* **YOUR TASK**
Write out every record below exactly as given. Leave the pictures out.

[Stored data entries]
[Start of Attachment]

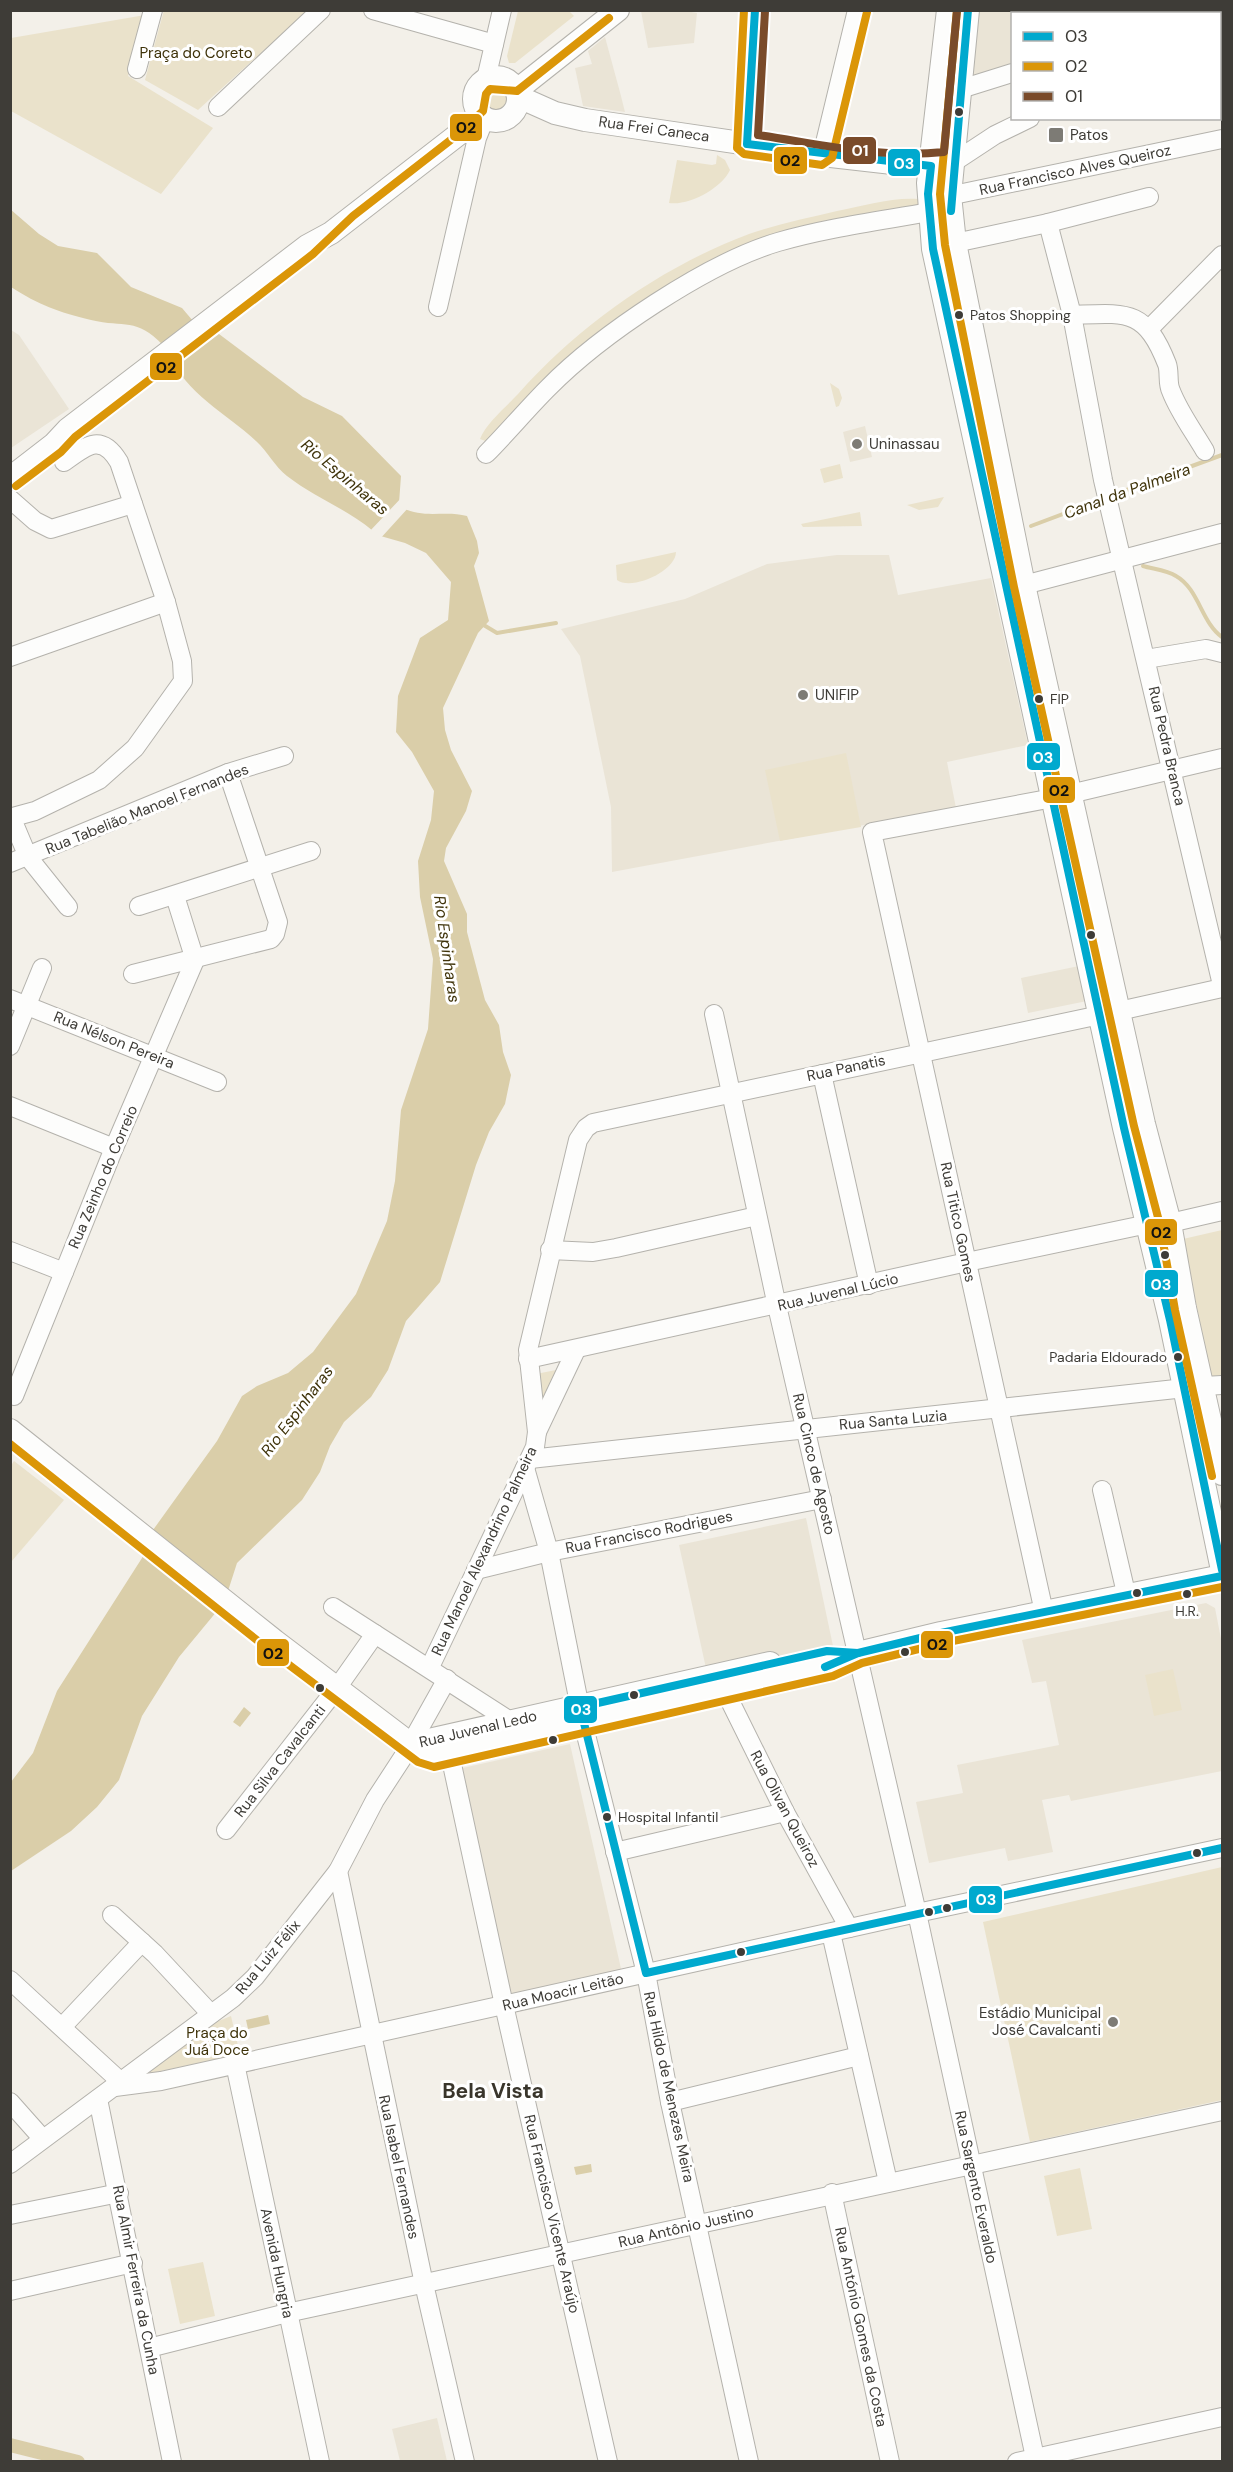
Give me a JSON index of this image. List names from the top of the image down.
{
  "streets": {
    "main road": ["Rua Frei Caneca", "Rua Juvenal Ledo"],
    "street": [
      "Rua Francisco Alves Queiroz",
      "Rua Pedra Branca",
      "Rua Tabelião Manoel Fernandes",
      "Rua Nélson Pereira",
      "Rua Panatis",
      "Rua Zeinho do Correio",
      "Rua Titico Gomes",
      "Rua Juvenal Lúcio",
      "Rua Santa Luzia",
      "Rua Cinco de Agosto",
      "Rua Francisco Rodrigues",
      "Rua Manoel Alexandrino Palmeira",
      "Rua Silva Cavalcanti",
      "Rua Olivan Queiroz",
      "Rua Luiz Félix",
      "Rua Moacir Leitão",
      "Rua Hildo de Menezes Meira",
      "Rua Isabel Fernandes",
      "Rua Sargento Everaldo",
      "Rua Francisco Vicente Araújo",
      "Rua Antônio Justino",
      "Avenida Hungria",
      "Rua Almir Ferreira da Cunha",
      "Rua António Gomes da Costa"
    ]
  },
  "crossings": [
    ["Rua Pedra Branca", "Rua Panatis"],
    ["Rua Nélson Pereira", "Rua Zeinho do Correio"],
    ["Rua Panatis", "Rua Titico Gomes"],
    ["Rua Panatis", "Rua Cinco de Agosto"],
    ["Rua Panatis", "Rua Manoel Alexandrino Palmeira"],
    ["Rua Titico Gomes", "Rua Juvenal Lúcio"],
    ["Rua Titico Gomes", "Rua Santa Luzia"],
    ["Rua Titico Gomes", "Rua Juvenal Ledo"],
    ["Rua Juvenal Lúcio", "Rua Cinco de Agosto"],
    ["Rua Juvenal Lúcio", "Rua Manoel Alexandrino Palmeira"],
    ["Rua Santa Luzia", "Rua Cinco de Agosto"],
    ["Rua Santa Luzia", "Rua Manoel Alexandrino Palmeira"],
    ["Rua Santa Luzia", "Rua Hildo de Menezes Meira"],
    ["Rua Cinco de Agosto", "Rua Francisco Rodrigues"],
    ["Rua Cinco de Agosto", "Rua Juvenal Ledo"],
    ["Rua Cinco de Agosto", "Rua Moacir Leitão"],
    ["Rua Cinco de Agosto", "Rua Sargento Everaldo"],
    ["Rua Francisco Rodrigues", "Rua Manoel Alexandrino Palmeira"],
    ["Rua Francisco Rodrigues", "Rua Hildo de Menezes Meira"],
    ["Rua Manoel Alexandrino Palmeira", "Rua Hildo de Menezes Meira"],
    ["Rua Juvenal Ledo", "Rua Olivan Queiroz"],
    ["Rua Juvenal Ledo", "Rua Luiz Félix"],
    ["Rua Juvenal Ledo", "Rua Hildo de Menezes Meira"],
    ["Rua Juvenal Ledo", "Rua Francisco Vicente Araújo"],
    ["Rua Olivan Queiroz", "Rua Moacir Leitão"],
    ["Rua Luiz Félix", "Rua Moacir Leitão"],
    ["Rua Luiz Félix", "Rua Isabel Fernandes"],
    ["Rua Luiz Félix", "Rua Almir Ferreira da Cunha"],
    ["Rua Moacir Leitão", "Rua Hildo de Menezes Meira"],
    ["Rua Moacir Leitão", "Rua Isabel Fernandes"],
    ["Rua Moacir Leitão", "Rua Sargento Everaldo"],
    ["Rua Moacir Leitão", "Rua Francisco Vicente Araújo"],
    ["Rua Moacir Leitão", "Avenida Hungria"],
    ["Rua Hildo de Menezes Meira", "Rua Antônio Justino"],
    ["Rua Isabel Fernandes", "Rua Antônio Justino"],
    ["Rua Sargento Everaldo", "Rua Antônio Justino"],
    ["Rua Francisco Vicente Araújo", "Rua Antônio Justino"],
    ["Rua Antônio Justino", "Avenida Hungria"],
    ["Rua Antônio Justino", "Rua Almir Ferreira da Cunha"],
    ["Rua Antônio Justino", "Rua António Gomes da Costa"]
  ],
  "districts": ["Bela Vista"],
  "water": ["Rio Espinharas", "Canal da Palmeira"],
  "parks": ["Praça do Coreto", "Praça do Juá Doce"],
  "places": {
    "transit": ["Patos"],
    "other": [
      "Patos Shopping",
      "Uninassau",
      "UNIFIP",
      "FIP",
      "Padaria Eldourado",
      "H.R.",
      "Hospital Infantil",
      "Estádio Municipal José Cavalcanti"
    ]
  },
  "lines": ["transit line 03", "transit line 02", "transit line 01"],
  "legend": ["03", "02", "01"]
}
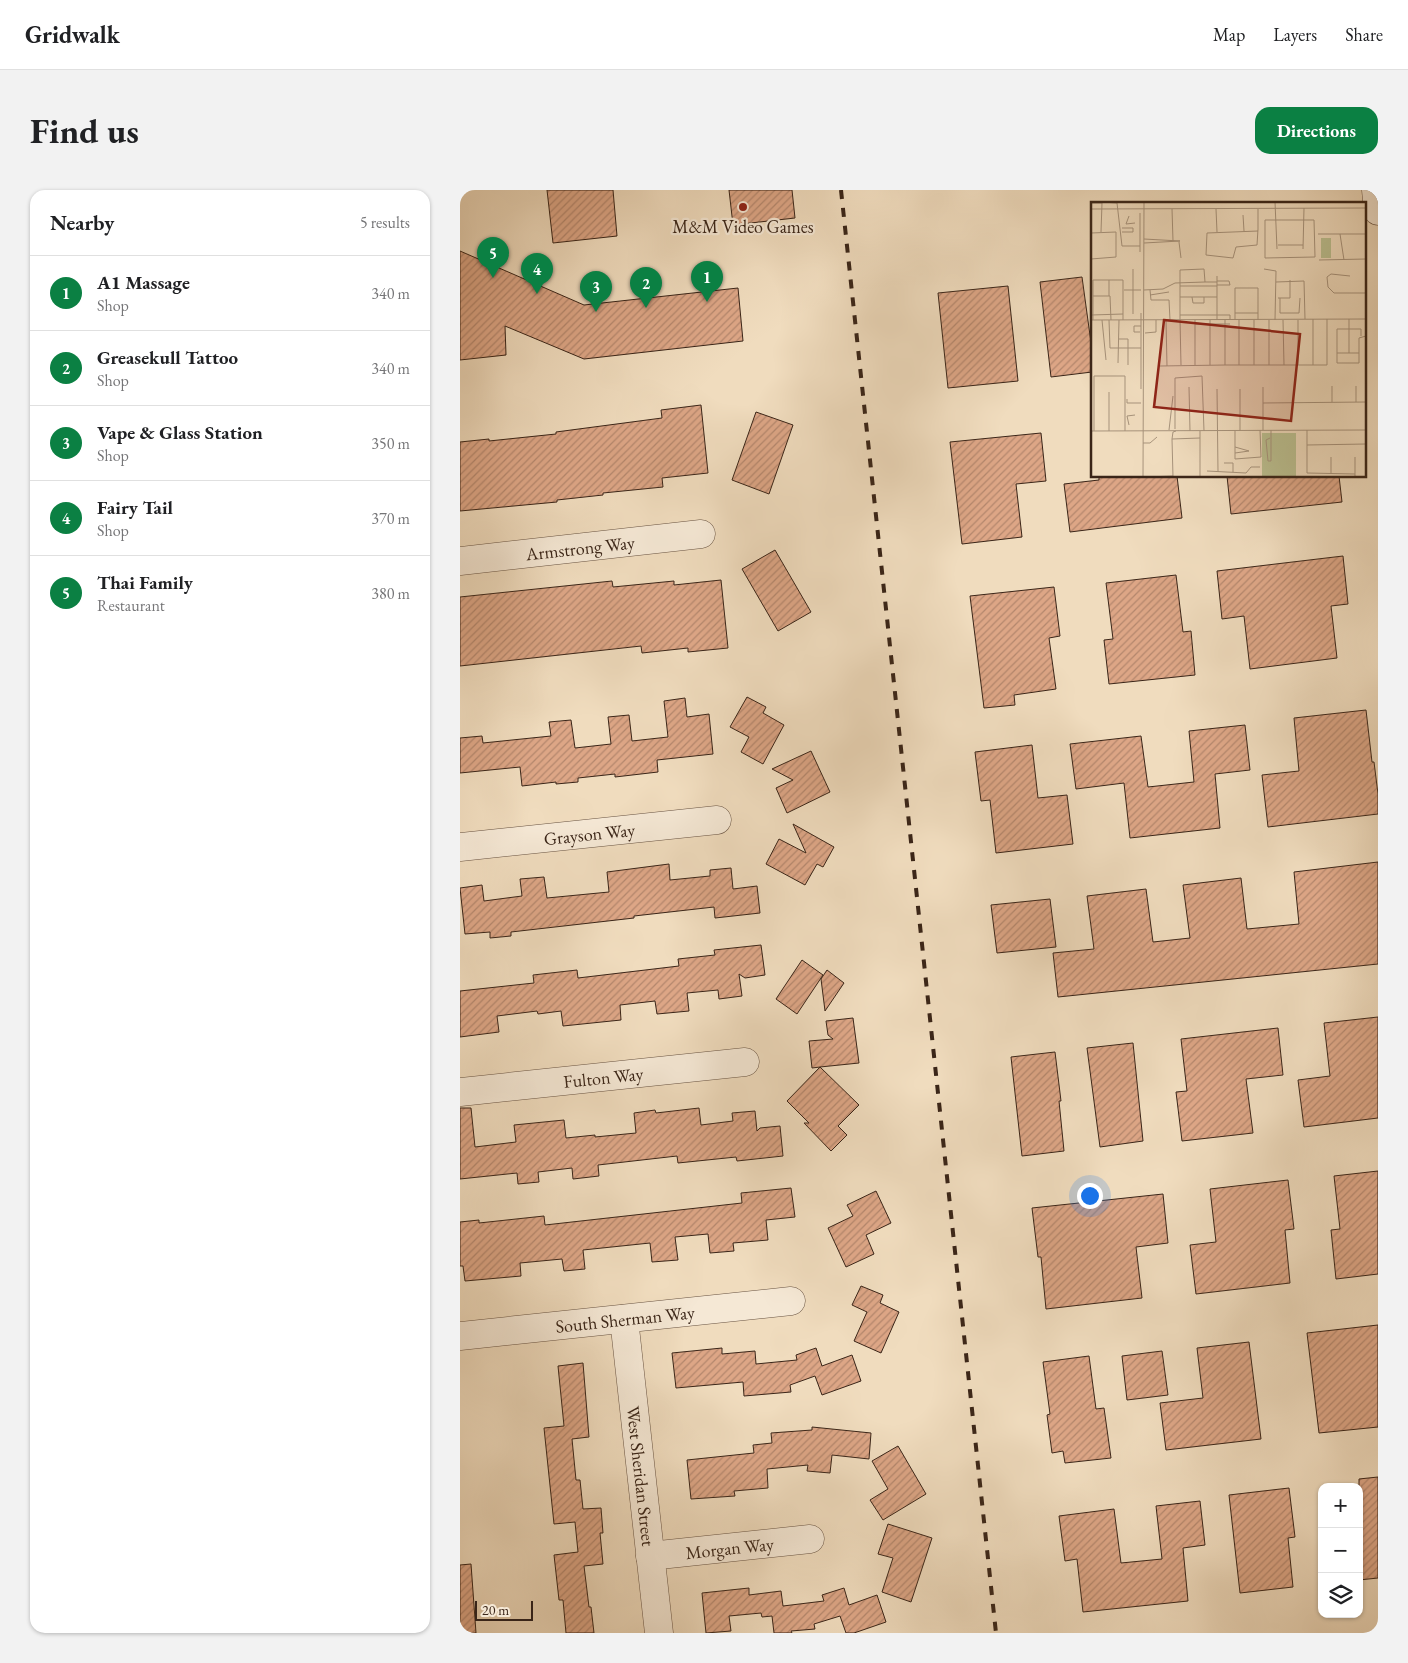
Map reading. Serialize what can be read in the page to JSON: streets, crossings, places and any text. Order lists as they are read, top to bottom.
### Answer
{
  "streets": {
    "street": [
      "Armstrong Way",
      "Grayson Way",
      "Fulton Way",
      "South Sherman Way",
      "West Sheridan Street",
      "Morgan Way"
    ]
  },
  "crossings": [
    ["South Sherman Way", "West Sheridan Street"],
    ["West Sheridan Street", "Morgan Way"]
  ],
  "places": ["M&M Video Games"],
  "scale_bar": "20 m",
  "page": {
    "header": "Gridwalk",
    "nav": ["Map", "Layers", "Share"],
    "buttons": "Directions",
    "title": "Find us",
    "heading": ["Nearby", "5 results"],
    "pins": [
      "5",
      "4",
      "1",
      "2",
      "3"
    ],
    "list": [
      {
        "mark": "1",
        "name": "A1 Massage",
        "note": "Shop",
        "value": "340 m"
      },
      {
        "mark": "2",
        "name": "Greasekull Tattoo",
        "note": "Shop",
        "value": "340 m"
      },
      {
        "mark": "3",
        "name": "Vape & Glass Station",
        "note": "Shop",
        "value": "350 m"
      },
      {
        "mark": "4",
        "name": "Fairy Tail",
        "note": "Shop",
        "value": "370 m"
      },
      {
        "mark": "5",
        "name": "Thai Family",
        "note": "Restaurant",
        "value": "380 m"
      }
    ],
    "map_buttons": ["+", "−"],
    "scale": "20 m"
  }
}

[End of Attachment]

* **EXERCISE RESPONSE**
Give me a JSON index of this image. List names from the top of the image down.
{
  "streets": {
    "main road": ["Rua Frei Caneca", "Rua Juvenal Ledo"],
    "street": [
      "Rua Francisco Alves Queiroz",
      "Rua Pedra Branca",
      "Rua Tabelião Manoel Fernandes",
      "Rua Nélson Pereira",
      "Rua Panatis",
      "Rua Zeinho do Correio",
      "Rua Titico Gomes",
      "Rua Juvenal Lúcio",
      "Rua Santa Luzia",
      "Rua Cinco de Agosto",
      "Rua Francisco Rodrigues",
      "Rua Manoel Alexandrino Palmeira",
      "Rua Silva Cavalcanti",
      "Rua Olivan Queiroz",
      "Rua Luiz Félix",
      "Rua Moacir Leitão",
      "Rua Hildo de Menezes Meira",
      "Rua Isabel Fernandes",
      "Rua Sargento Everaldo",
      "Rua Francisco Vicente Araújo",
      "Rua Antônio Justino",
      "Avenida Hungria",
      "Rua Almir Ferreira da Cunha",
      "Rua António Gomes da Costa"
    ]
  },
  "crossings": [
    ["Rua Pedra Branca", "Rua Panatis"],
    ["Rua Nélson Pereira", "Rua Zeinho do Correio"],
    ["Rua Panatis", "Rua Titico Gomes"],
    ["Rua Panatis", "Rua Cinco de Agosto"],
    ["Rua Panatis", "Rua Manoel Alexandrino Palmeira"],
    ["Rua Titico Gomes", "Rua Juvenal Lúcio"],
    ["Rua Titico Gomes", "Rua Santa Luzia"],
    ["Rua Titico Gomes", "Rua Juvenal Ledo"],
    ["Rua Juvenal Lúcio", "Rua Cinco de Agosto"],
    ["Rua Juvenal Lúcio", "Rua Manoel Alexandrino Palmeira"],
    ["Rua Santa Luzia", "Rua Cinco de Agosto"],
    ["Rua Santa Luzia", "Rua Manoel Alexandrino Palmeira"],
    ["Rua Santa Luzia", "Rua Hildo de Menezes Meira"],
    ["Rua Cinco de Agosto", "Rua Francisco Rodrigues"],
    ["Rua Cinco de Agosto", "Rua Juvenal Ledo"],
    ["Rua Cinco de Agosto", "Rua Moacir Leitão"],
    ["Rua Cinco de Agosto", "Rua Sargento Everaldo"],
    ["Rua Francisco Rodrigues", "Rua Manoel Alexandrino Palmeira"],
    ["Rua Francisco Rodrigues", "Rua Hildo de Menezes Meira"],
    ["Rua Manoel Alexandrino Palmeira", "Rua Hildo de Menezes Meira"],
    ["Rua Juvenal Ledo", "Rua Olivan Queiroz"],
    ["Rua Juvenal Ledo", "Rua Luiz Félix"],
    ["Rua Juvenal Ledo", "Rua Hildo de Menezes Meira"],
    ["Rua Juvenal Ledo", "Rua Francisco Vicente Araújo"],
    ["Rua Olivan Queiroz", "Rua Moacir Leitão"],
    ["Rua Luiz Félix", "Rua Moacir Leitão"],
    ["Rua Luiz Félix", "Rua Isabel Fernandes"],
    ["Rua Luiz Félix", "Rua Almir Ferreira da Cunha"],
    ["Rua Moacir Leitão", "Rua Hildo de Menezes Meira"],
    ["Rua Moacir Leitão", "Rua Isabel Fernandes"],
    ["Rua Moacir Leitão", "Rua Sargento Everaldo"],
    ["Rua Moacir Leitão", "Rua Francisco Vicente Araújo"],
    ["Rua Moacir Leitão", "Avenida Hungria"],
    ["Rua Hildo de Menezes Meira", "Rua Antônio Justino"],
    ["Rua Isabel Fernandes", "Rua Antônio Justino"],
    ["Rua Sargento Everaldo", "Rua Antônio Justino"],
    ["Rua Francisco Vicente Araújo", "Rua Antônio Justino"],
    ["Rua Antônio Justino", "Avenida Hungria"],
    ["Rua Antônio Justino", "Rua Almir Ferreira da Cunha"],
    ["Rua Antônio Justino", "Rua António Gomes da Costa"]
  ],
  "districts": ["Bela Vista"],
  "water": ["Rio Espinharas", "Canal da Palmeira"],
  "parks": ["Praça do Coreto", "Praça do Juá Doce"],
  "places": {
    "transit": ["Patos"],
    "other": [
      "Patos Shopping",
      "Uninassau",
      "UNIFIP",
      "FIP",
      "Padaria Eldourado",
      "H.R.",
      "Hospital Infantil",
      "Estádio Municipal José Cavalcanti"
    ]
  },
  "lines": ["transit line 03", "transit line 02", "transit line 01"],
  "legend": ["03", "02", "01"]
}
Map reading. Serialize what can be read in the page to JSON: streets, crossings, places and any text. Order lists as they are read, top to bottom.
### Answer
{
  "streets": {
    "street": [
      "Armstrong Way",
      "Grayson Way",
      "Fulton Way",
      "South Sherman Way",
      "West Sheridan Street",
      "Morgan Way"
    ]
  },
  "crossings": [
    ["South Sherman Way", "West Sheridan Street"],
    ["West Sheridan Street", "Morgan Way"]
  ],
  "places": ["M&M Video Games"],
  "scale_bar": "20 m",
  "page": {
    "header": "Gridwalk",
    "nav": ["Map", "Layers", "Share"],
    "buttons": "Directions",
    "title": "Find us",
    "heading": ["Nearby", "5 results"],
    "pins": [
      "5",
      "4",
      "1",
      "2",
      "3"
    ],
    "list": [
      {
        "mark": "1",
        "name": "A1 Massage",
        "note": "Shop",
        "value": "340 m"
      },
      {
        "mark": "2",
        "name": "Greasekull Tattoo",
        "note": "Shop",
        "value": "340 m"
      },
      {
        "mark": "3",
        "name": "Vape & Glass Station",
        "note": "Shop",
        "value": "350 m"
      },
      {
        "mark": "4",
        "name": "Fairy Tail",
        "note": "Shop",
        "value": "370 m"
      },
      {
        "mark": "5",
        "name": "Thai Family",
        "note": "Restaurant",
        "value": "380 m"
      }
    ],
    "map_buttons": ["+", "−"],
    "scale": "20 m"
  }
}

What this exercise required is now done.